*** Opening Source data ***

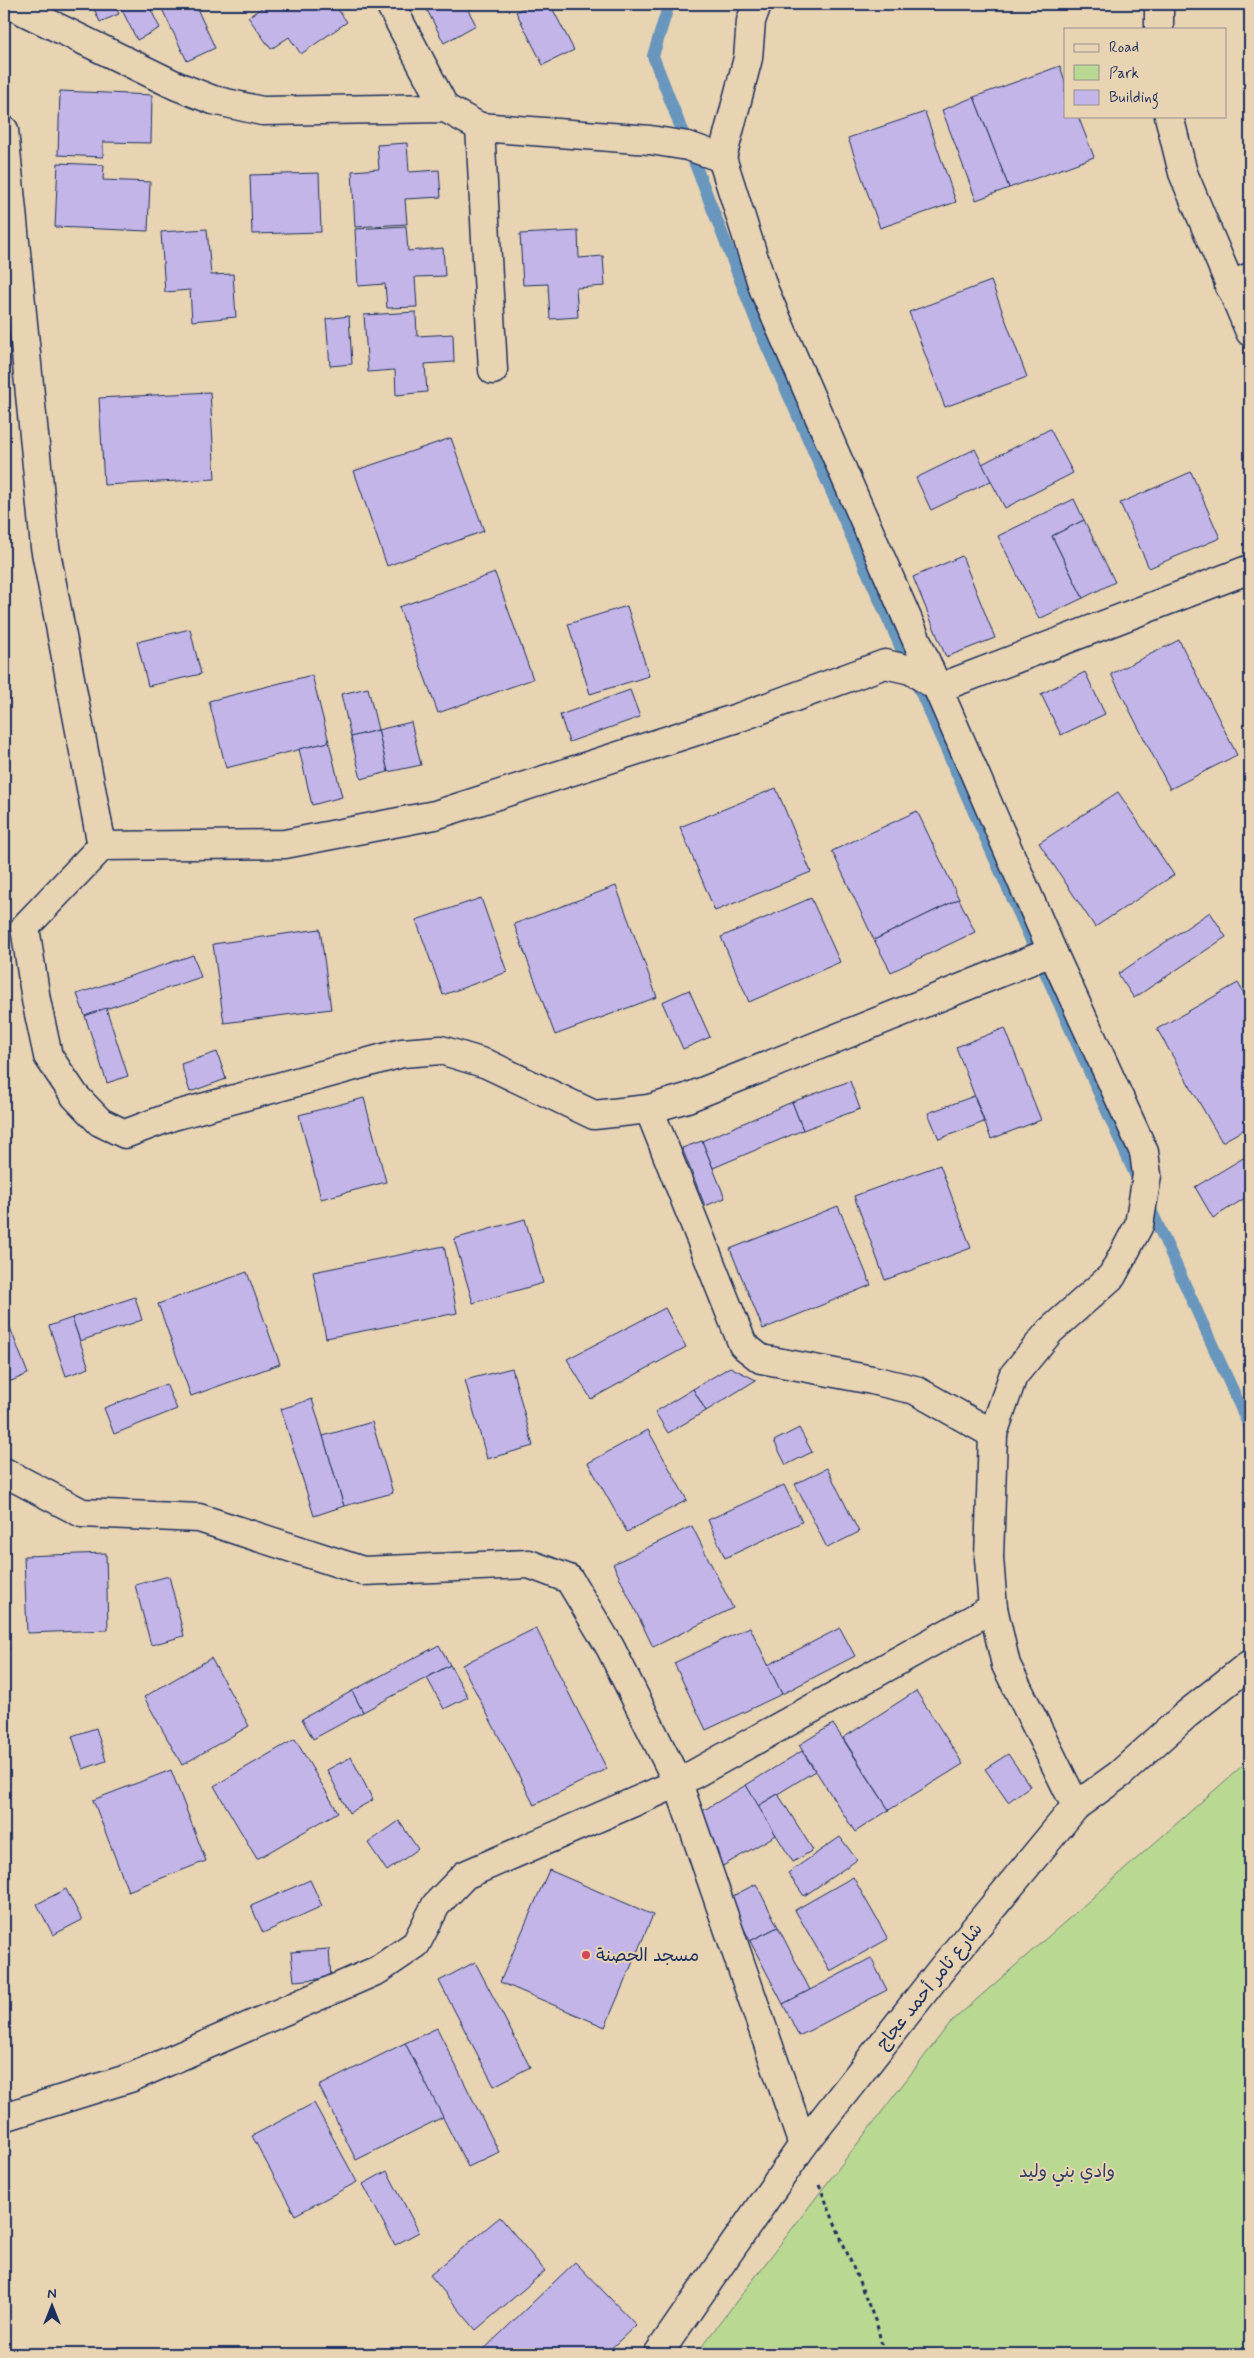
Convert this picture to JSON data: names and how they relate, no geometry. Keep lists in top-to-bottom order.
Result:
{
  "streets": {
    "street": ["شارع ثامر أحمد عجاج"]
  },
  "parks": ["وادي بني وليد"],
  "places": ["مسجد الحصنة"],
  "legend": ["Road", "Park", "Building"],
  "north": "top"
}
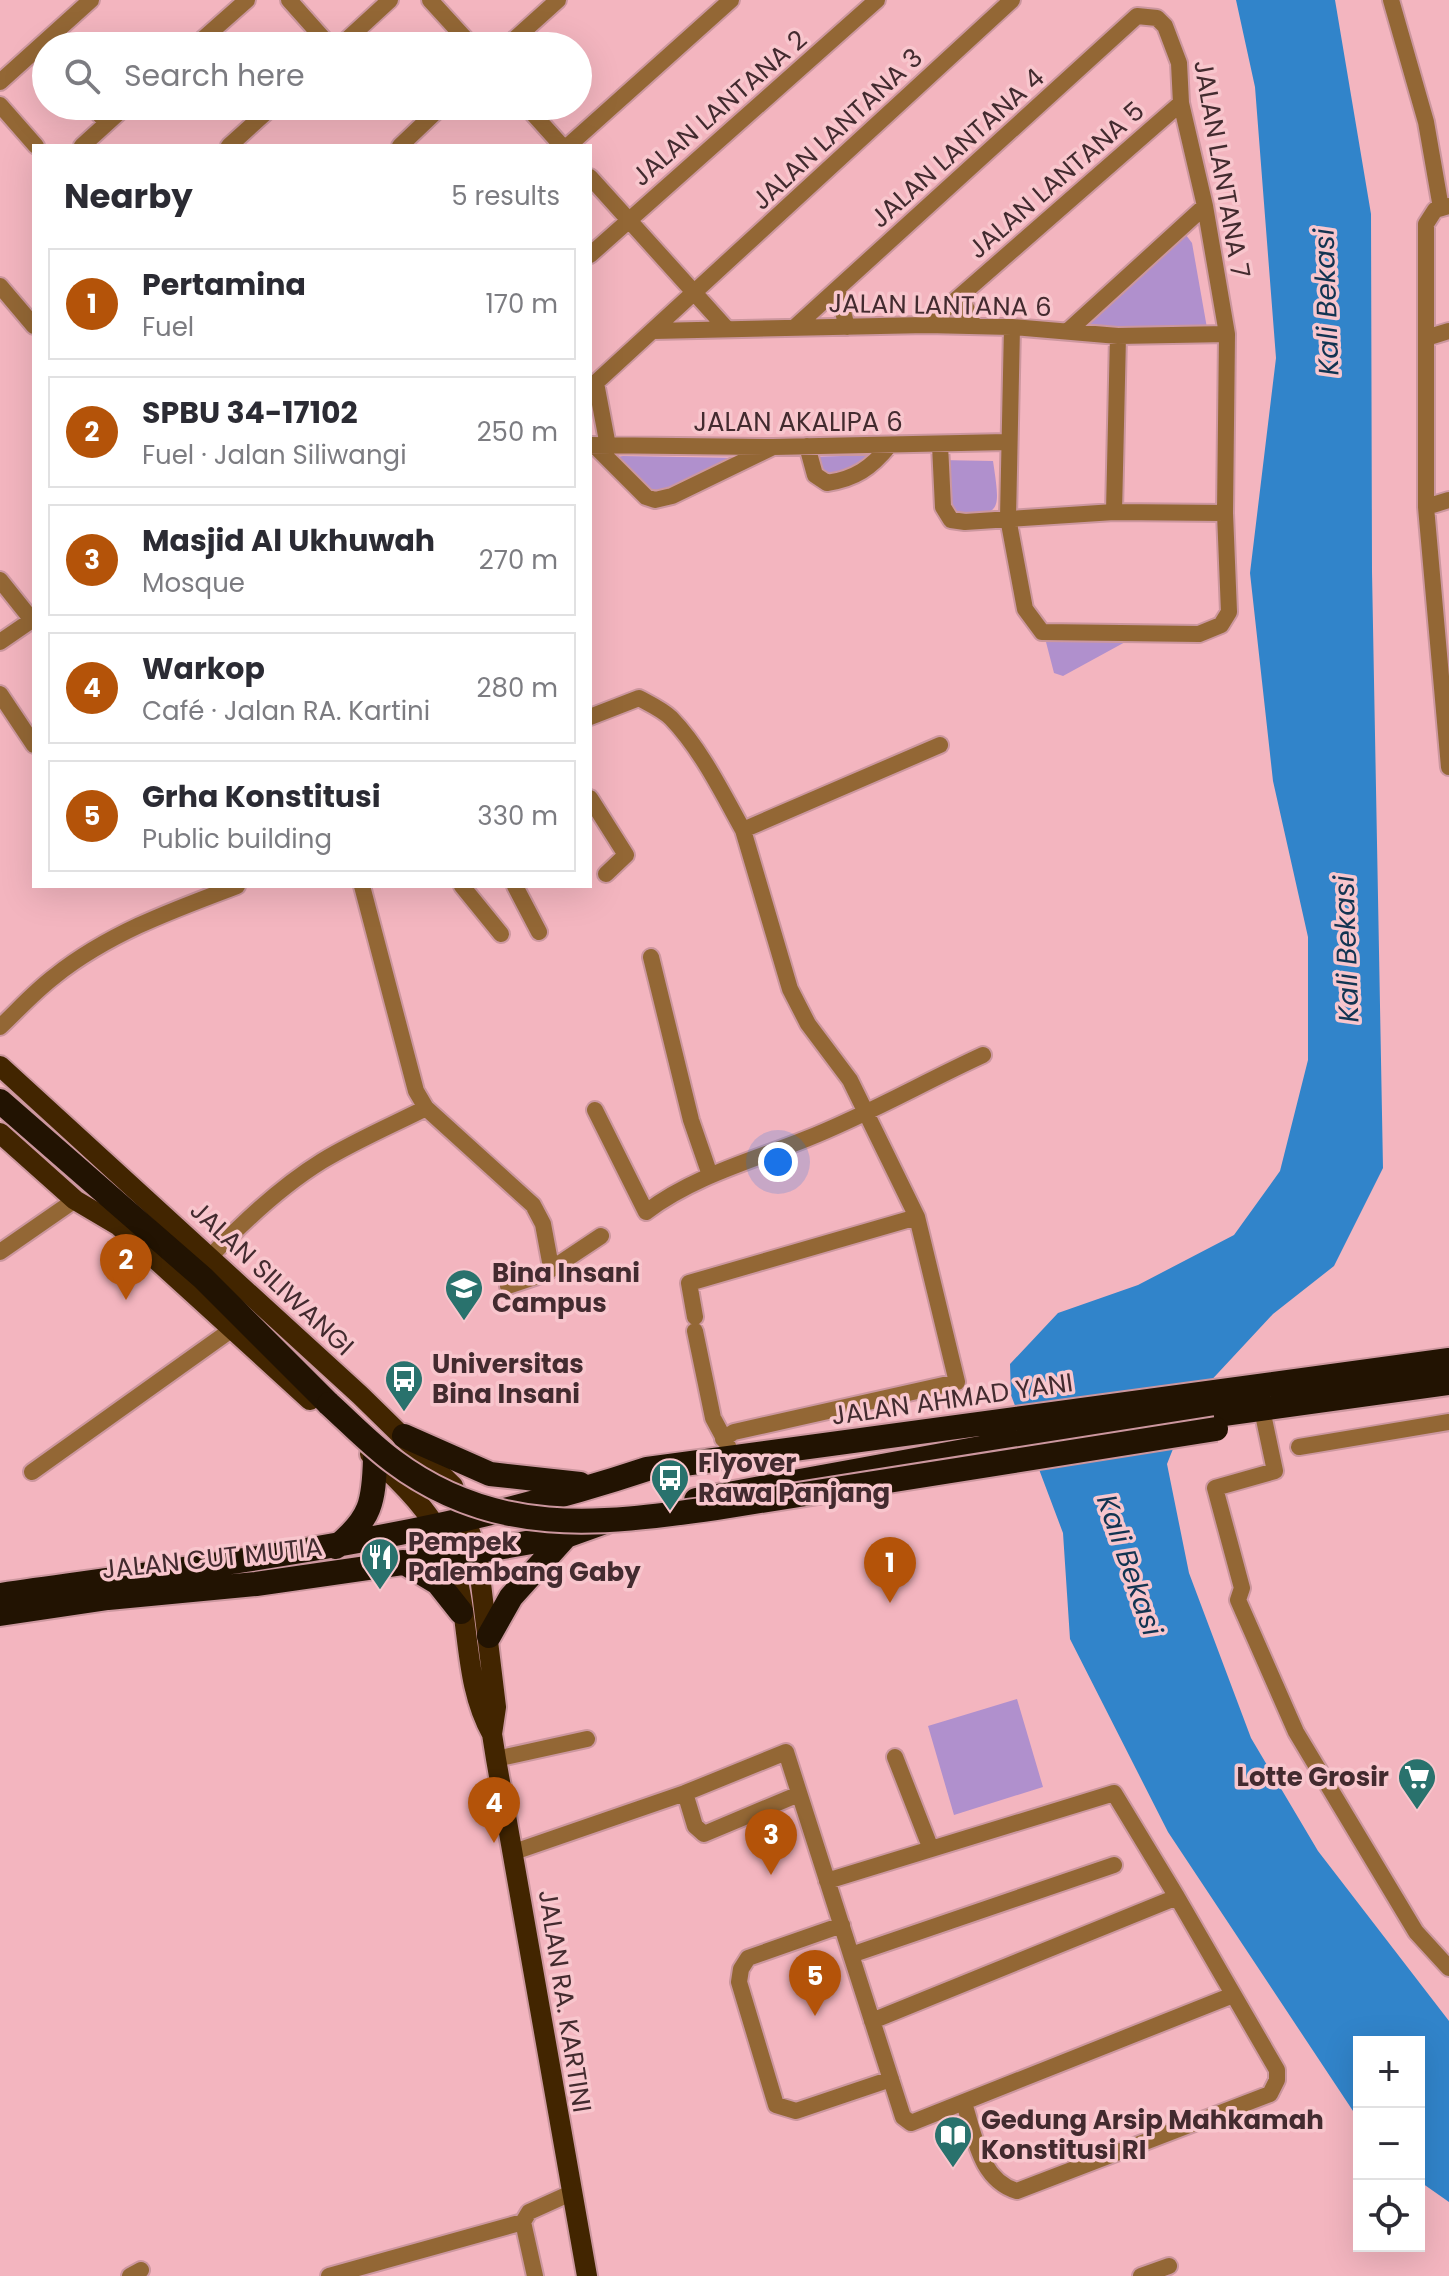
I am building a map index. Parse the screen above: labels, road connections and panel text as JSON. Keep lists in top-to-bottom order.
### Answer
{
  "streets": {
    "highway": ["JALAN AHMAD YANI", "JALAN CUT MUTIA"],
    "main road": ["JALAN SILIWANGI", "JALAN RA. KARTINI"],
    "street": [
      "JALAN LANTANA 2",
      "JALAN LANTANA 3",
      "JALAN LANTANA 4",
      "JALAN LANTANA 7",
      "JALAN LANTANA 5",
      "JALAN LANTANA 6",
      "JALAN AKALIPA 6"
    ]
  },
  "crossings": [
    ["JALAN LANTANA 3", "JALAN LANTANA 6"],
    ["JALAN LANTANA 4", "JALAN LANTANA 7"],
    ["JALAN LANTANA 4", "JALAN LANTANA 6"],
    ["JALAN LANTANA 7", "JALAN LANTANA 5"],
    ["JALAN LANTANA 7", "JALAN LANTANA 6"],
    ["JALAN LANTANA 5", "JALAN LANTANA 6"],
    ["JALAN SILIWANGI", "JALAN AHMAD YANI"],
    ["JALAN SILIWANGI", "JALAN CUT MUTIA"],
    ["JALAN SILIWANGI", "JALAN RA. KARTINI"],
    ["JALAN AHMAD YANI", "JALAN CUT MUTIA"],
    ["JALAN AHMAD YANI", "JALAN RA. KARTINI"],
    ["JALAN CUT MUTIA", "JALAN RA. KARTINI"]
  ],
  "water": ["Kali Bekasi"],
  "places": {
    "school or university": ["Bina Insani Campus"],
    "bus stop": ["Universitas Bina Insani", "Flyover Rawa Panjang"],
    "restaurant": ["Pempek Palembang Gaby"],
    "supermarket": ["Lotte Grosir"],
    "library": ["Gedung Arsip Mahkamah Konstitusi RI"]
  },
  "page": {
    "search": "Search here",
    "heading": ["Nearby", "5 results"],
    "list": [
      {
        "mark": "1",
        "name": "Pertamina",
        "note": "Fuel",
        "value": "170 m"
      },
      {
        "mark": "2",
        "name": "SPBU 34-17102",
        "note": "Fuel · Jalan Siliwangi",
        "value": "250 m"
      },
      {
        "mark": "3",
        "name": "Masjid Al Ukhuwah",
        "note": "Mosque",
        "value": "270 m"
      },
      {
        "mark": "4",
        "name": "Warkop",
        "note": "Café · Jalan RA. Kartini",
        "value": "280 m"
      },
      {
        "mark": "5",
        "name": "Grha Konstitusi",
        "note": "Public building",
        "value": "330 m"
      }
    ],
    "pins": [
      "2",
      "1",
      "4",
      "3",
      "5"
    ],
    "map_buttons": ["+", "−"]
  }
}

*** Closing Source data ***

_What the task requires_: Tell how many lines in the data above hold "order". Nothing but the number.

_Output_: 2